Jack Roush Ford Mustang Auto Collection - The Collection That Jack Built
Jack Roush Talks About His Favorite Mustangs From His Auto Collection
"I never saw a Mustang I didn't like," Jack Roush tells us as we stroll past the line of Mustangs in his Livonia, Michigan, auto collection. Of course, that statement incorporates not only Mustang automobiles, from the '64 1/2 hardtop he bought brand-new to the '11 NASCAR Nationwide Mustangs being developed by Roush Fenway Racing, but also World War II-era P-51 Mustang fighter planes. Over the past four decades, Mustangs have played a large role in Roush's success as drag racer, businessman, and race team owner.
While most of us recognize Jack from his racing activities, starting in the 1960s with his Gapp & Roush drag racing efforts with then-partner Wayne Gapp and stretching to his current NASCAR Sprint Cup teams, he also owns a number of successful businesses under the Roush Enterprises umbrella, including Roush Industries, a freelance engineering firm that does specialized work for auto manufacturers, and Roush Performance, which builds Roush Mustangs and offers a line of performance parts. His companies employ over 2,000 people.
In college, Jack earned money by working on cars. By the time he landed a job at Ford as a trouble-shooter at assembly plants, primarily Dearborn, in May 1964, he had saved enough money for a healthy down-payment on his first new car, a '64 1/2 Mustang hardtop. It would be the start of a long and fruitful relationship with Mustangs.
"If you look at the lineage of what we've done in racing, it started with that '64 1/2 Mustang," Jack told us. "It was carried forward by the fact that I had a job at the Dearborn Assembly Plant, where I was exposed to Ford engineers from development and competitive points of view. The basic 289 powertrain formed the basis of what has become Roush Industries and Roush Racing today."
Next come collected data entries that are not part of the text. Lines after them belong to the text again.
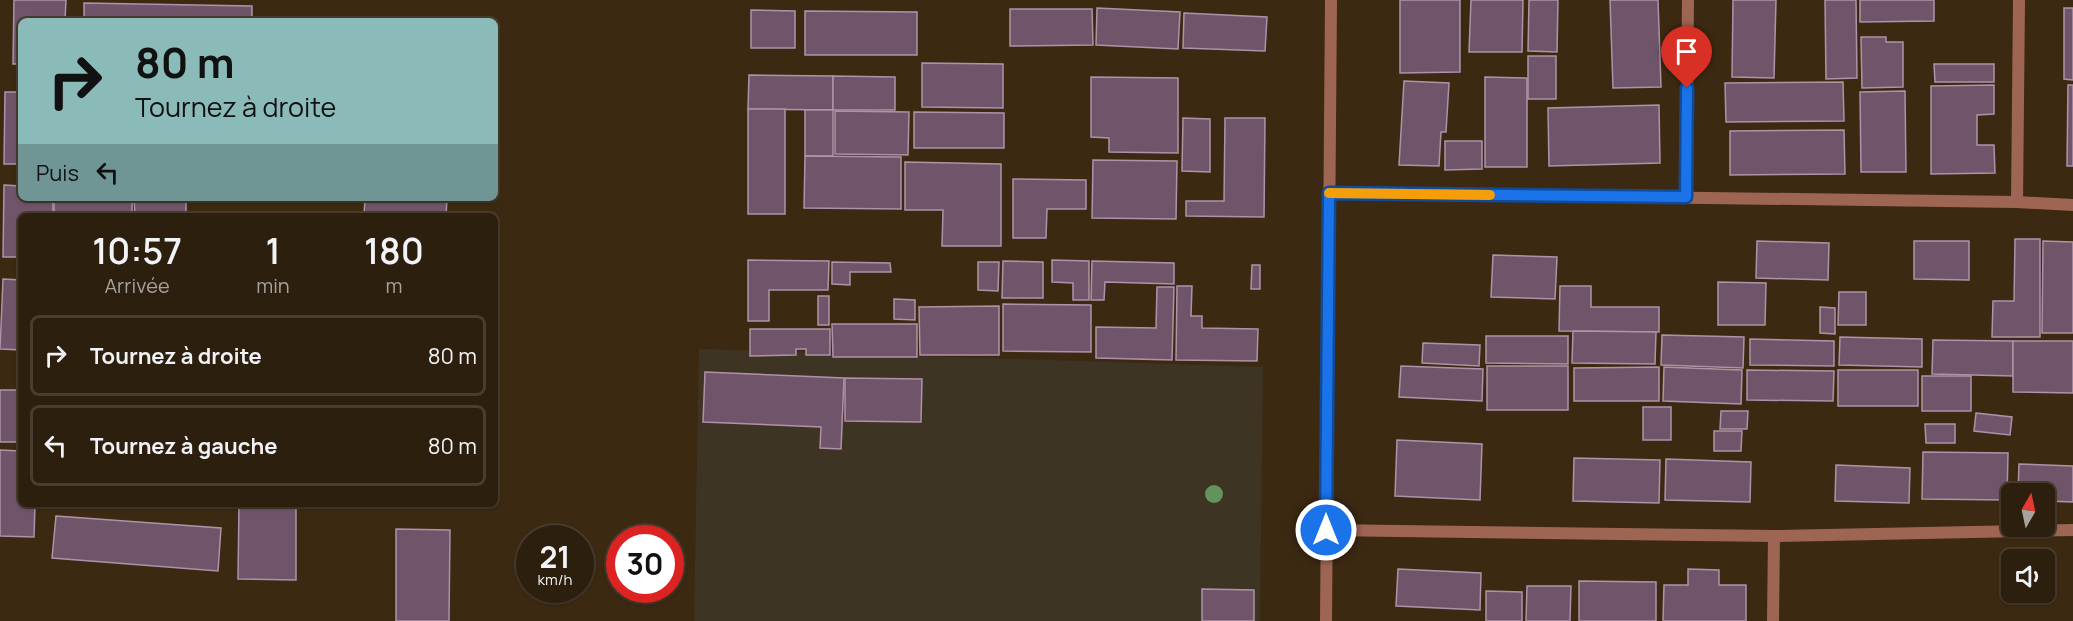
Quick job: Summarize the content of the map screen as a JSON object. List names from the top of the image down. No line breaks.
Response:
{"north":"top","page":{"turn":["80 m","Tournez à droite"],"then":"Puis","eta":["10:57","Arrivée","1","min","180","m"],"list":[{"name":"Tournez à droite","value":"80 m"},{"name":"Tournez à gauche","value":"80 m"}],"speed":"21 km/h","limit":"30"}}
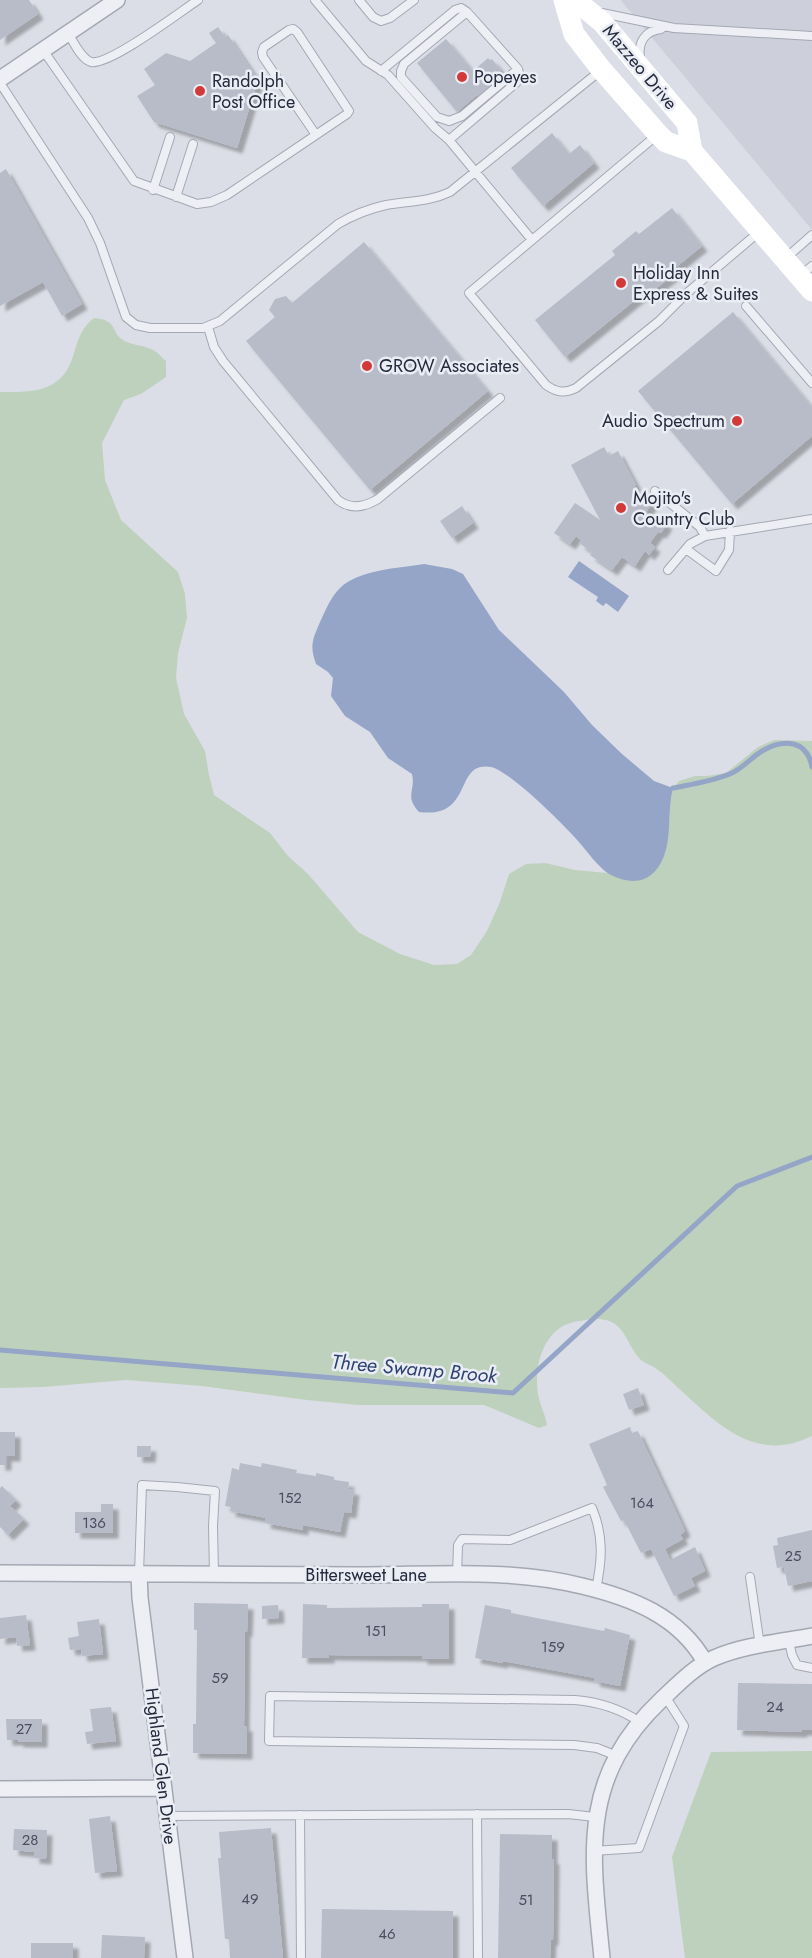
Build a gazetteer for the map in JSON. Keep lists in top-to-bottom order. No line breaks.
{"streets":{"main road":["Mazzeo Drive"],"street":["Bittersweet Lane","Highland Glen Drive"]},"crossings":[["Bittersweet Lane","Highland Glen Drive"]],"water":["Three Swamp Brook"],"places":["Popeyes","Randolph Post Office","Holiday Inn Express & Suites","GROW Associates","Audio Spectrum","Mojito's Country Club"],"house_numbers":["152","164","136","25","151","159","59","24","27","28","49","51","46"]}
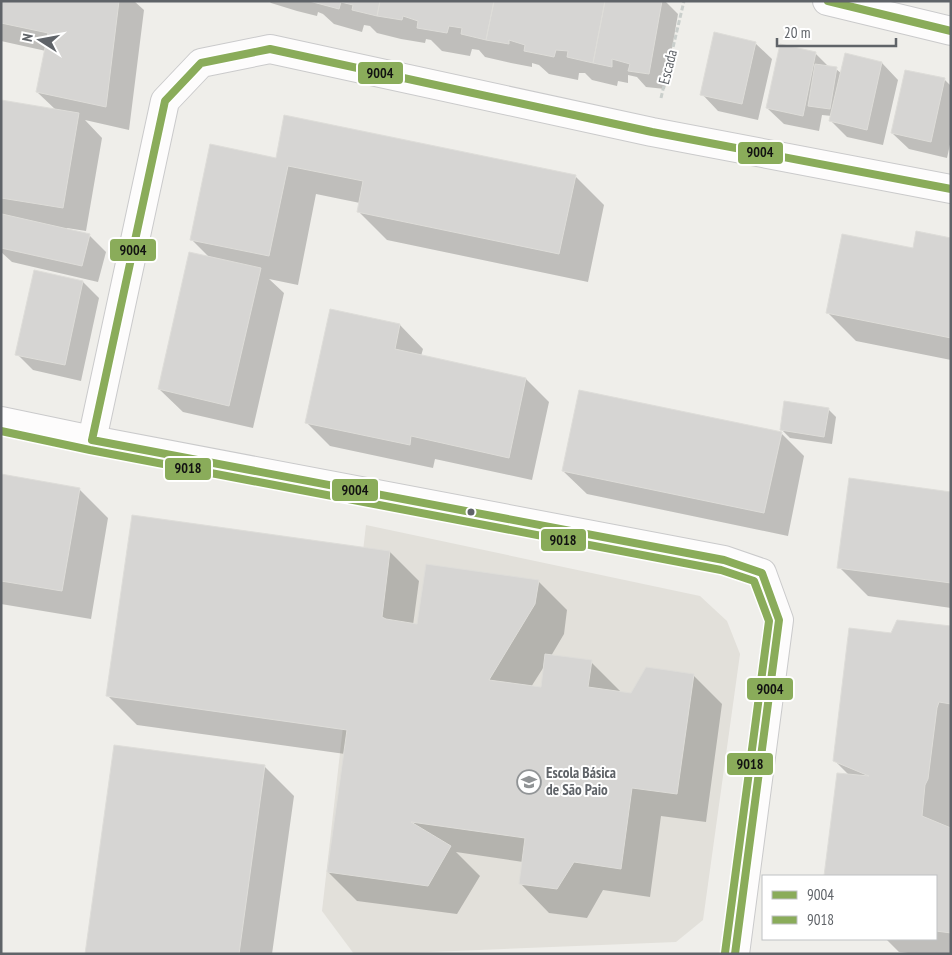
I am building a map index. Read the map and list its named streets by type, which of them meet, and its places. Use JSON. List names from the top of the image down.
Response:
{
  "streets": {
    "path": ["Escada"]
  },
  "places": {
    "school or university": ["Escola Básica de São Paio"]
  },
  "lines": ["transit line 9004", "transit line 9018"],
  "legend": ["9004", "9018"],
  "scale_bar": "20 m",
  "north": "left"
}
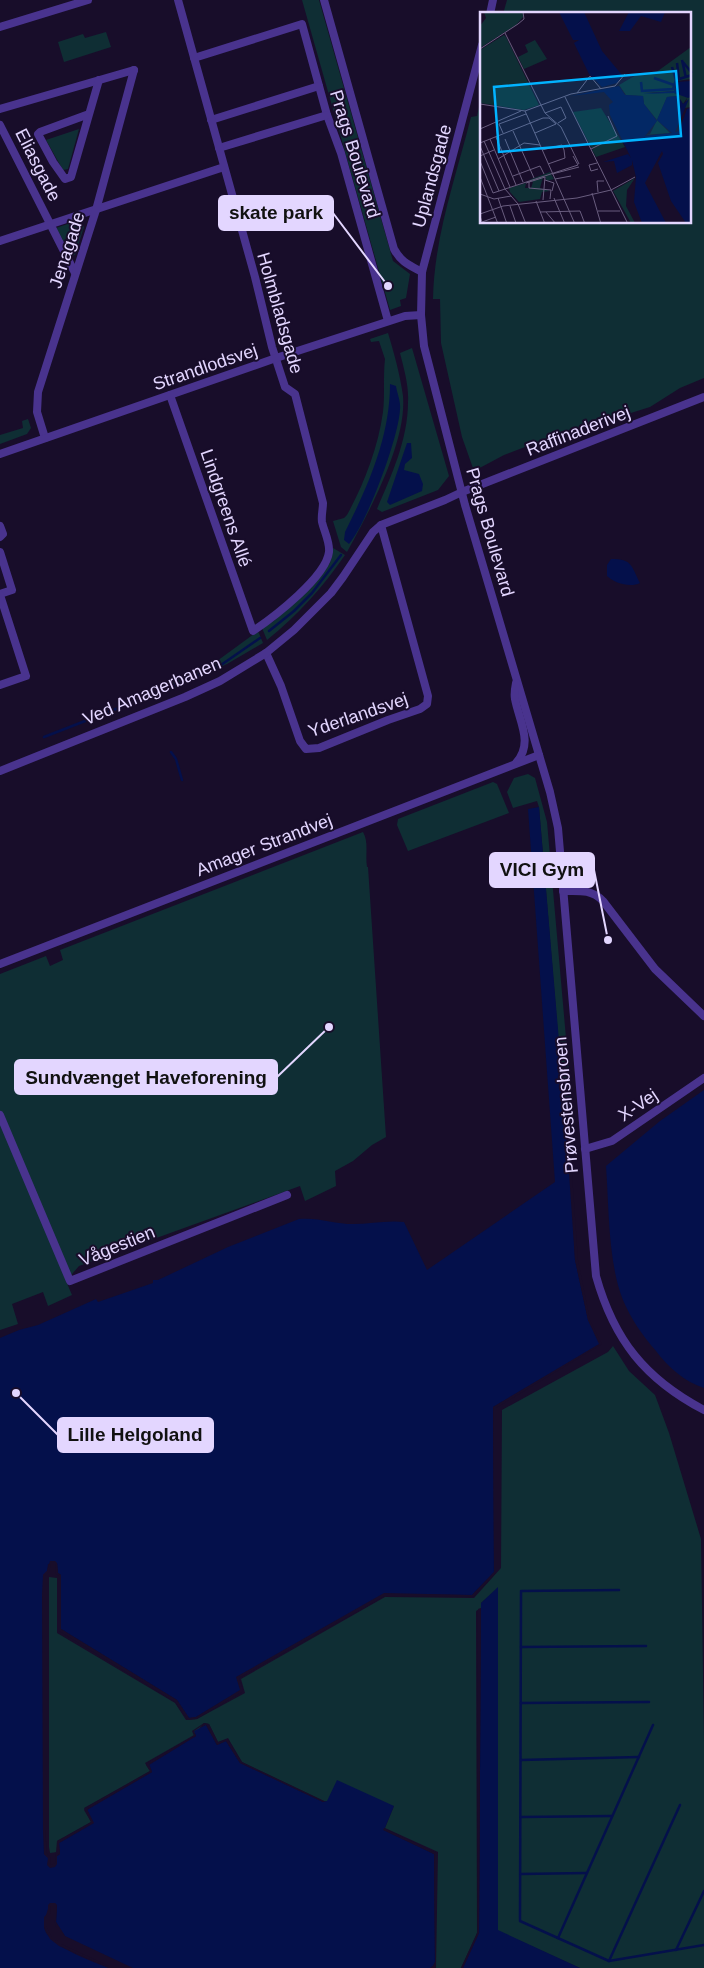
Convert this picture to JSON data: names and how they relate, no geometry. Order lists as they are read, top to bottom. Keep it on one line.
{"streets":{"street":["Prags Boulevard","Eliasgade","Uplandsgade","Jenagade","Holmbladsgade","Strandlodsvej","Raffinaderivej","Lindgreens Allé","Ved Amagerbanen","Yderlandsvej","Amager Strandvej","Prøvestensbroen","X-Vej","Vågestien"]},"crossings":[["Prags Boulevard","Uplandsgade"],["Prags Boulevard","Holmbladsgade"],["Prags Boulevard","Strandlodsvej"],["Prags Boulevard","Raffinaderivej"],["Prags Boulevard","Ved Amagerbanen"],["Prags Boulevard","Amager Strandvej"],["Prags Boulevard","Prøvestensbroen"],["Eliasgade","Jenagade"],["Uplandsgade","Strandlodsvej"],["Jenagade","Strandlodsvej"],["Holmbladsgade","Strandlodsvej"],["Holmbladsgade","Lindgreens Allé"],["Strandlodsvej","Lindgreens Allé"],["Raffinaderivej","Ved Amagerbanen"],["Ved Amagerbanen","Yderlandsvej"],["Amager Strandvej","Prøvestensbroen"],["Prøvestensbroen","X-Vej"]],"places":["skate park","VICI Gym","Sundvænget Haveforening","Lille Helgoland"]}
"This '64 1/2 represents my first Mustang, which was a hardtop, not a convertible. It was the same color, with simulated knock-off wheel covers, rocker panel molding, and C-stripe. In 1964, I waited six weeks to get the car to my specifications. The biggest engine you could get at that point was the 289 with 210 horsepower, regular gasoline, four-barrel, single exhaust. I drove it for about five years and put 100,000 miles on it. Over a period of time I made upgrades-Arvinode exhaust system, 9-inch rear axle, mechanical lifters, bigger carburetor, and exhaust manifolds with exhaust flow casting considerations."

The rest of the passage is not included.